Le Musée de l’Amérique francophone présente l’exposition La colonie retrouvée, qui fait la lumière sur une version jusqu’ici méconnue de notre histoire. Parcourez les milliers d’artéfacts qui témoignent de la présence de colons européens au Cap Rouge, fruit du travail intensif des archéologues.
On apprend sur les bancs d’école que Jacques Cartier fait l'expérience du territoire du Canada au cours de deux grands voyages. Après avoir passé l’hiver 1535-36 passe en sol québécois, il rentre en France, accompagné de ses multiples récits de voyage, des cargaisons de ce qu’il croit être de l’or et des diamants, en plus d’un témoin d’exception de ses récits en la personne de Donnaconna, Chef Iroquoien. De l’autre côté de l’Atlantique, c’est le récit du Chef qui convainc François 1er de financer un troisième voyage en Amérique, confié cette fois à un certain Jean-François de La Rocque de Roberval.

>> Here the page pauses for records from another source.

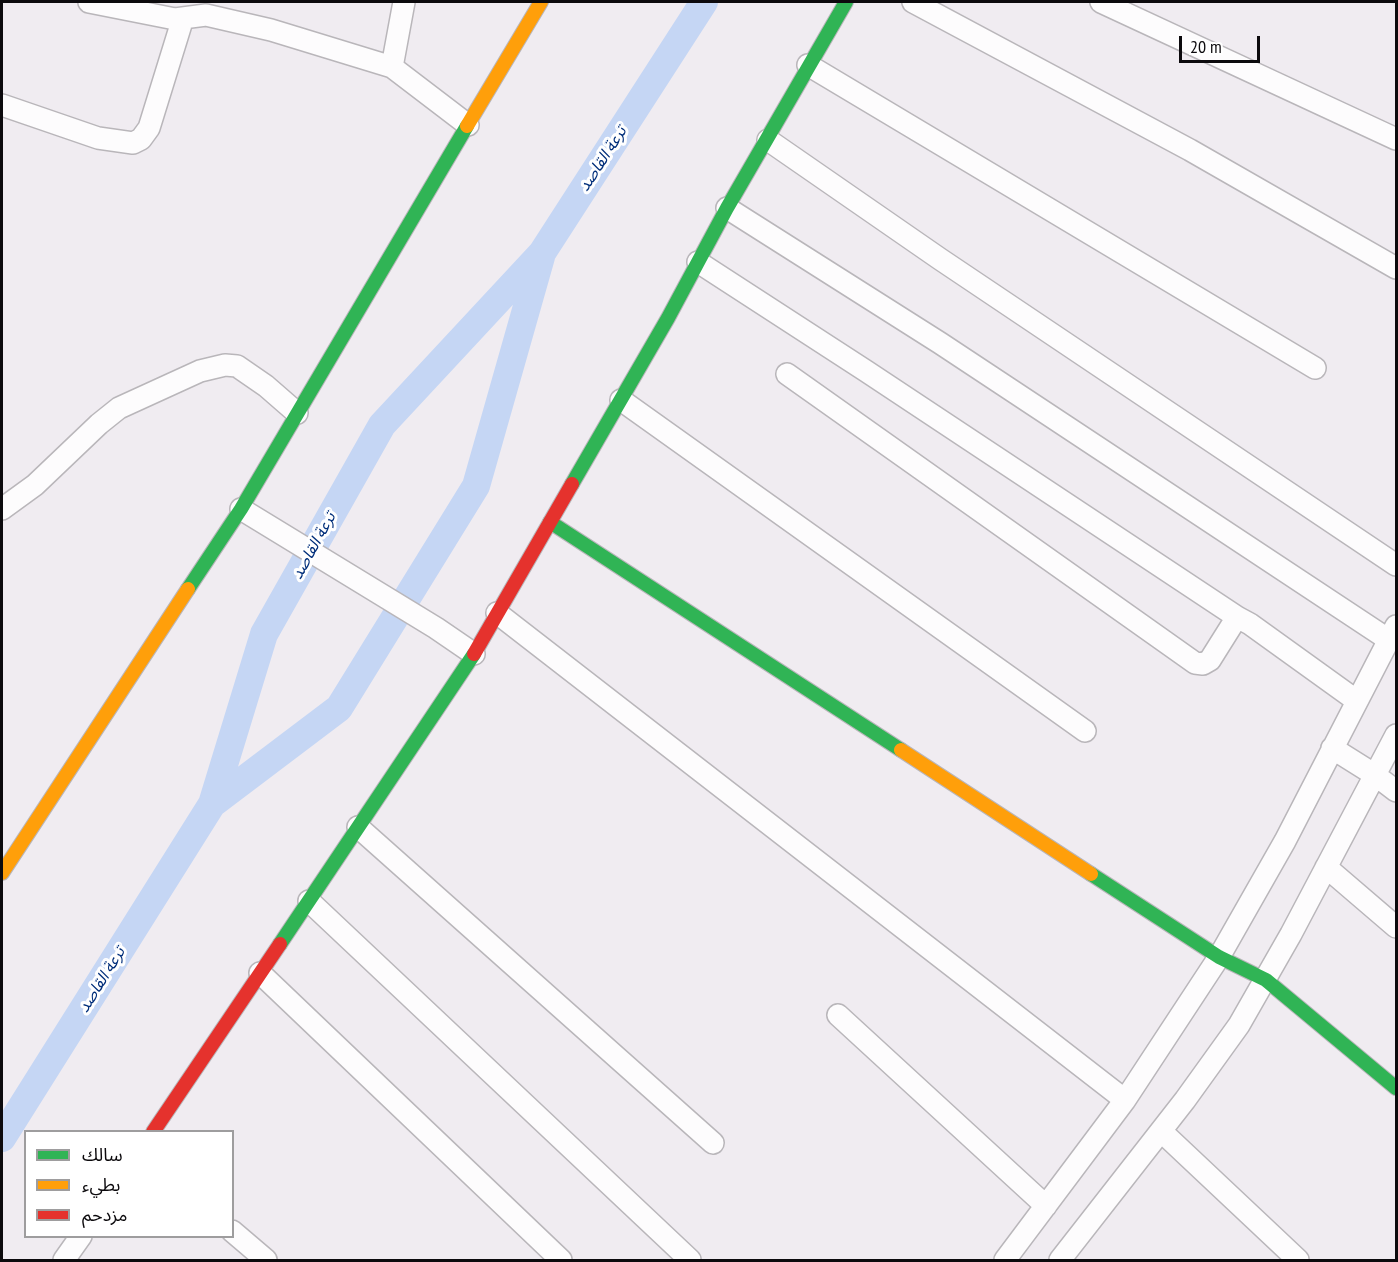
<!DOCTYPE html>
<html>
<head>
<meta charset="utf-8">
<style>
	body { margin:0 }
	#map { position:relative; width:1398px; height:1262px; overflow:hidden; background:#f0ecf1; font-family:"PT Sans Narrow","Noto Sans Arabic",sans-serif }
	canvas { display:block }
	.frame { position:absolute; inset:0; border:3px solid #0c0a0d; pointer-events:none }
	.legend { position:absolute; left:24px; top:1130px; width:210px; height:108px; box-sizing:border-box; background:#fff; border:2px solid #9e9d9e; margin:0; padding:8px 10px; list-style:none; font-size:18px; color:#0c0a0d }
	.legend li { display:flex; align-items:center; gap:12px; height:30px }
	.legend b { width:30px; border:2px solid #9e9d9e }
	.scale { position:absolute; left:1179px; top:36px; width:81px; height:27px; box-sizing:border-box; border:3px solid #0c0a0d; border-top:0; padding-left:8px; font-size:18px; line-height:21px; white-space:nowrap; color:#0c0a0d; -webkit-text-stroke:4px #fff; paint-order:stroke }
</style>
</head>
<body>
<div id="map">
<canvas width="1398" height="1262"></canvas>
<div class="frame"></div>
<ul class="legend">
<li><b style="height:8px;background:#30b455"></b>سالك</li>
<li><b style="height:8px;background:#ff9f0a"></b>بطيء</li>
<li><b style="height:8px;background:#e5322d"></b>مزدحم</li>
</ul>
<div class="scale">20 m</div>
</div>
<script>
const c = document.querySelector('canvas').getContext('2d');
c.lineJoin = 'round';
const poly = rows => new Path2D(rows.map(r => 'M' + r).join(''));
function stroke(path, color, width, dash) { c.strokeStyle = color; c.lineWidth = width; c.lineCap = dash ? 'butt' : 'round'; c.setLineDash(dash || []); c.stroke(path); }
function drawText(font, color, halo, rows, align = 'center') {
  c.font = font + ' "PT Sans Narrow","Noto Sans Arabic",sans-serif'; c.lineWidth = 6; c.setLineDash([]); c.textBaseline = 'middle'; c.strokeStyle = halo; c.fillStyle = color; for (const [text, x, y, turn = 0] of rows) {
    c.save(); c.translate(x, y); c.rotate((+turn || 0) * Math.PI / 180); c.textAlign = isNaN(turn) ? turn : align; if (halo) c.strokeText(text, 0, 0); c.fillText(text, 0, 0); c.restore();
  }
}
const canal = poly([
	[212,804,339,708,476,486,541,257],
	[2,1138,212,804,264,634,382,425,542,253,704,2]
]);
const street = poly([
	[89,2,175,19,206,15,271,30,392,67],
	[404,2,392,67,468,125],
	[913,2,1190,150,1396,268],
	[1101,2,1396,139],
	[808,65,1315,368],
	[2,105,98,138,133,143,141,139,149,128,183,18],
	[768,140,940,259,1396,565],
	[727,208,940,343,1389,640],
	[698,262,866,371,1237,617,1250,624,1357,701],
	[787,374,1195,663,1203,664,1210,660,1237,617],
	[621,400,1085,731],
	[2,509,35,485,99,424,119,408,200,371,225,365,237,366,266,386,297,413],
	[241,509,436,628,474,654],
	[497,613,1125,1100],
	[1332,748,1375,775,1396,791],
	[358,827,713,1143],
	[1326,867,1396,927],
	[309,901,690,1260],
	[260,973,561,1260],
	[838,1015,1046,1206],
	[1161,1131,1298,1260],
	[232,1231,266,1260],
	[64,1260,81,1236],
	[1005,1260,1125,1100,1219,957,1285,841,1396,626],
	[1060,1260,1185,1100,1239,1025,1291,934,1396,735]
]);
const fast = poly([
	[572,484,668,318,727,208,846,2],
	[550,522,901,750],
	[188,589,241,509,467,126],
	[1091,874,1219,957,1266,980,1396,1088],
	[280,944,474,654]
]);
const slow = poly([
	[467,126,541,2],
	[901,750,1091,874],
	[2,873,188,589]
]);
const jam = poly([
	[474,654,572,484],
	[153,1132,280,944]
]);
const waterNames = [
	["ترعة القاصد",603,159,-57],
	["ترعة القاصد",314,546,-61],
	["ترعة القاصد",102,980,-58]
];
stroke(canal, '#c5d6f4', 28);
stroke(street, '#b9b6ba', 24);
stroke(fast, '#b9b6ba', 16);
stroke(slow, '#b9b6ba', 16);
stroke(jam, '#b9b6ba', 16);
stroke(street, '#fdfcfd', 21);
stroke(fast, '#30b455', 14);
stroke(slow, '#ff9f0a', 14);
stroke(jam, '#e5322d', 14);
drawText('italic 16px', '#002e7a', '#fff', waterNames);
</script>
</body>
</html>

Ainsi, en 1541, Roberval quitte la France avec une centaine de colons, dans le but de s’établir au Nouveau Monde. C’est ainsi que la toute première colonie française s’établit au cap Rouge, plus de 60 ans avant Samuel de Champlain.
Toutefois, la nouvelle colonie de Roberval ne jouit pas d’un grand avenir. En effet, deux ans après son arrivée, les colons épuisés, affaiblis et à bout de ressources rentrent en France. Leur village, établi sur le site Charlesbourg-Roberval, nommé par Jacques Cartier, est incendié avant leur départ.
Une société révélée
En 2005, un tesson de faïence italienne datant de la Renaissance est découvert sur le promontoire du cap Rouge. La Commission de la capitale nationale du Québec met en place un projet de fouilles archéologiques d’envergure sur le Site archéologique Cartier-Roberval. Au total, ce sont plus de 6000 artefacts qui ont été mis au jour par les archéologues. Après trois saisons de fouilles intensives et six ans de recherches menées par des experts issus de vingt disciplines scientifiques, le voyage des explorateurs Jacques Cartier et Jean-François de La Rocque de Roberval refait surface.
En pleine forêt, une petite société se dévoile aux archéologues. Nobles, roturiers, militaires, gens de métier et prisonniers ont évolué sur le territoire, pendant plusieurs mois. Les objets de leur quotidien maintenant mis au jour, c’est une version bien différente de l’Histoire qu’ils nous racontent! Tant d’artéfacts ont été témoins de la vie de ces premiers colons : tessons de verre, manches d’ustensiles, boutons plaqués d’argent, fragments d’une cotte de maille, pion de jeux de dames, notamment. Des objets et des restes d'aliments de luxe laissent supposer qu'un secteur était réservé à l'élite. La présence de poterie iroquoienne et de restes de plantes autochtones attestent d'échanges entre Français et Amérindiens.
Peu perturbé et situé en milieu naturel, le site archéologique Cartier-Roberval n’a pas fini de révéler ses secrets. Il conserve un potentiel de recherche substantiel, en plus d'offrir des occasions d'études spécialisées novatrices, notamment en sciences naturelles.
Réécrire l’histoire, pour mieux la raconter
Tant de découvertes ont eu pour effet de remettre en question les versions plus traditionnelles de l’histoire. Grâce aux artéfacts exhumés par les archéologues, Roberval et Cartier nous racontent aujourd’hui un pan méconnu de leur établissement en Amérique.
Afin de partager ces découvertes et d’échanger sur les nouvelles hypothèses que stimulent les résultats des fouilles, la Commission a édifié le mur mémoire Cartier-Roberval, commémorant la riche histoire du lieu. Dans l’ouvrage La Rumeur dorée, Roberval et l’Amérique (Éditions La Presse), l’historien Bernard Allaire raconte l’histoire de l’explorateur important et méconnu qu’est Jean-François de La Rocque de Roberval. Conjointement à la sortie du livre, l’exposition consacrée à la première France d'Amérique, La colonie retrouvée, se tient au Musée de l'Amérique francophone de Québec. Cette dernière est présentée dans sa forme actuelle jusqu'au 29 septembre 2019.